Valentine's Day sadness

Happy Valentine's Day. It's been a sad day for many Americans. The tragedy in Chapel Hill, North Carolina has broken the hearts of way too many people. There's something about this one that seems to highlight the American gun culture in ways others have not. The statements from the shooters former wife and even law enforcement should be a very serious wake-up call to all of us- as if the other thousands of shootings haven't been. This New Yorker article gets to the point:
"So there you have it. Some people are sensitive about parking. One such person stood his ground. Now three young innocents are dead, and he’s being held without bond in the county jail. A lamentable affair, but, told like that, shorn of all context, it’s not unlike a song on the radio, folkloric. Our imaginations are primed to grasp it.
What’s hard to get one’s mind around is that everyone who’s singing this tune—the police, the wife, the prosecutor—seems to think that it’s reassuring.
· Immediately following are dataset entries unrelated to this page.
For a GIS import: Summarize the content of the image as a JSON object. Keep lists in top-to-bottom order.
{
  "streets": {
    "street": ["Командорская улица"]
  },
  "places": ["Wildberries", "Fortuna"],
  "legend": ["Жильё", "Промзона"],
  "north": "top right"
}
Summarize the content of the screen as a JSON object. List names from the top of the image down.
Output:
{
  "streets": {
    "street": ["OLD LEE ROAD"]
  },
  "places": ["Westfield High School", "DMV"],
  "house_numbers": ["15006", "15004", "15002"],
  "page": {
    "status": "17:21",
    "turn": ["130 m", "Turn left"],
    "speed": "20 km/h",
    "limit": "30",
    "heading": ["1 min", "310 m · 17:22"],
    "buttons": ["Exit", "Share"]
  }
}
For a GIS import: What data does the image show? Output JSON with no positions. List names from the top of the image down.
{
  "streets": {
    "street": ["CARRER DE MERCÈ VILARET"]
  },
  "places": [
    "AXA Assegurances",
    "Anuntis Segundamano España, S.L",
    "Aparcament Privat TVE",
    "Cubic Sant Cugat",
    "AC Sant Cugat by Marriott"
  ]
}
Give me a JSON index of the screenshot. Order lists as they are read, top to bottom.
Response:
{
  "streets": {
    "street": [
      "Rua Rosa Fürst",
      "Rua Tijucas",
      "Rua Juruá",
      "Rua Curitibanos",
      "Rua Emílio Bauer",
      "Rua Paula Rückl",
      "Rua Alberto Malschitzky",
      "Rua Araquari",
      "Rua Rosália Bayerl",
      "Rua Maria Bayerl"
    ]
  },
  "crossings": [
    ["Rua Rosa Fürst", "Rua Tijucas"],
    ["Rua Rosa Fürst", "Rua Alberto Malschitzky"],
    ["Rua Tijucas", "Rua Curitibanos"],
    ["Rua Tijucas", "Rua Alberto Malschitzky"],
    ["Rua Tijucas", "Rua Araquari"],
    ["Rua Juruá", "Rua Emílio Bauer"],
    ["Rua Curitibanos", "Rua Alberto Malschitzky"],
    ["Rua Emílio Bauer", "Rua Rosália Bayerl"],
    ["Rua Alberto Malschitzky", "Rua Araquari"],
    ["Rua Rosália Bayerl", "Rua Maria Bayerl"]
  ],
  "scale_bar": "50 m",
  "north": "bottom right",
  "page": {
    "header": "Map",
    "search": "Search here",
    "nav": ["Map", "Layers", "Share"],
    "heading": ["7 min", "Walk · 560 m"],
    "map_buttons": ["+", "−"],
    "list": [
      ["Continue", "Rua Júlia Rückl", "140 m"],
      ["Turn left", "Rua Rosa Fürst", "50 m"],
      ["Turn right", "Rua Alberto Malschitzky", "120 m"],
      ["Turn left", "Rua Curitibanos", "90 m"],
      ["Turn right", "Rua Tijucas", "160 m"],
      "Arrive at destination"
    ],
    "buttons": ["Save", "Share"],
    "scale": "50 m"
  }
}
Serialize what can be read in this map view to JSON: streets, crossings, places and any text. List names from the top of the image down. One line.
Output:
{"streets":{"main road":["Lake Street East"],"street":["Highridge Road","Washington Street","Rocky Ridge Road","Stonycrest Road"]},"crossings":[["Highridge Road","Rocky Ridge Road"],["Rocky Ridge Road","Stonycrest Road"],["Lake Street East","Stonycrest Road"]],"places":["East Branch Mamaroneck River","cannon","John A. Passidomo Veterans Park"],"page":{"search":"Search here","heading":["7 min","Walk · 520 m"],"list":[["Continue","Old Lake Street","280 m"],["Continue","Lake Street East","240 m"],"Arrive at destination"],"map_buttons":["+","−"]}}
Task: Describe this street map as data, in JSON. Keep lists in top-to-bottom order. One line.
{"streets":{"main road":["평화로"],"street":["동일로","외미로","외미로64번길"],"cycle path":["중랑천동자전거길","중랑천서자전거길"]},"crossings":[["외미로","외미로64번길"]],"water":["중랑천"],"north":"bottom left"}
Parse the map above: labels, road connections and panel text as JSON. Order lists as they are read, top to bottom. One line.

Getting blown away by a neighbor just because he’s pissed off at you for some ridiculous reason has become the equivalent of a natural disaster in our country, with our gun culture. It’s got nothing to do with the killer’s ideology, or with the victim’s identity. That’s the thinking. And, with this “parking” alibi, we’re being asked to imagine that these killings are a private tragedy, not some big public deal—not terrorism, not even like terrorism. We’re being told to believe that the vigilante killing of three young Americans is socially and politically meaningless."
The thing is, every life matters. Tragedies like this are, as I've said before, uniquely American. And they do happen over things like parking spaces or much less. We are a violent country- more violent than most. This article needs to be read and re-read and sent to our elected leaders. I mean, what is it, finally, that will pierce their hearts and cause them to act to save us from these kinds of tragedies? Just about anyone can buy and carry a gun in America. Young and hopeful lives are taken every day because of our American gun culture that seems to shrug in the face of senseless deaths like this one.

Shame on us.

More from the article:
Far more Americans are killed each year by the shooters in our midst like Craig Stephen Hicks than have ever been killed by all the jihadist terrorist outfits that have ever stalked this earth. That’s the price, or so the rhetoric goes, of our wild freedom. But maybe to understand the Chapel Hill murders better we need to imagine how it would be playing out if it were the other way around—if some gun-toting Muslim, with a habit of posting hate messages about secular humanists, took it upon himself to execute a defenseless family of them in their home.

Where is common sense?

From the Daily Beast:
" We may never know the exact cause of this week's tragedy at UNC but we do know the murder weapon was a handgun.
"Whether the triple homicide in North Carolina was triggered by a parking dispute or by a hatred of Muslims or both, this is certain:
The murder weapon was a handgun.
Without the gun, there would have been no triple funeral on Thursday for 23-year-old Deah Shaddy Barakat and 21-year-old Yusor Mohammad and 19-year-old Razan Mohammad Abu-Salha."" (...) 
The weapon that changed everything was almost certainly the one that Hicks was licensed to carry thanks to the prevailing reading of the Second Amendment.
As tabulated by the Violence Policy Center, this was the 29th shooting involving three or more victims by a concealed handgun permit holder since mid-2007. (...) 
All of the many people who had been a target of Hicks’s equal-opportunity anger would have had cause to worry when he posted that photo of his lightweight gun and more so when they saw it on his belt.
Not that they could have done anything as long as Hicks did not draw the weapon and threaten them. North Carolina law accords the gun owner the presumptive right to carry it, and Hicks apparently had neither a criminal record nor a psychiatric history. 
And this is the American tragedy of a gun culture gone wrong:
Maybe the relatives of the victims are right. Maybe some unvoiced hatred of Muslims did cause Hicks to snap and turn murderous with the three as he did not with Maness and the many other neighbors who roused his ire.
Maybe the Chapel Hill police were too narrow in their preliminary assessment of the killings as the result of “an ongoing neighbor dispute over parking.”
But the relatives would be wrong to suggest that the media initially paid less attention to the killings because the victims were Muslim.
Last month, the media paid scant attention when a Biltmore man murdered two non-Muslim neighbors as the result of what police there described as “an ongoing parking dispute.”
The common denominator between the two cases was a gun.
When Hicks was booked for murder, he had also been fingerprinted not so long ago.
That was when he applied for a permit to carry a pistol.
And of course he got it.

It's the guns, stupid.

By the end of this day, another 80 Americans will be dead from gunshot injuries, 32 of them due to homicide. No thanks to the corporate gun lobby for the fear and paranoia campaigns that have lead Americans to believe that guns are the answer. Do they care about all of the broken hearts and funerals?
Our hearts are breaking. Our citizens are bleeding. We're dying out here.

We are better than this.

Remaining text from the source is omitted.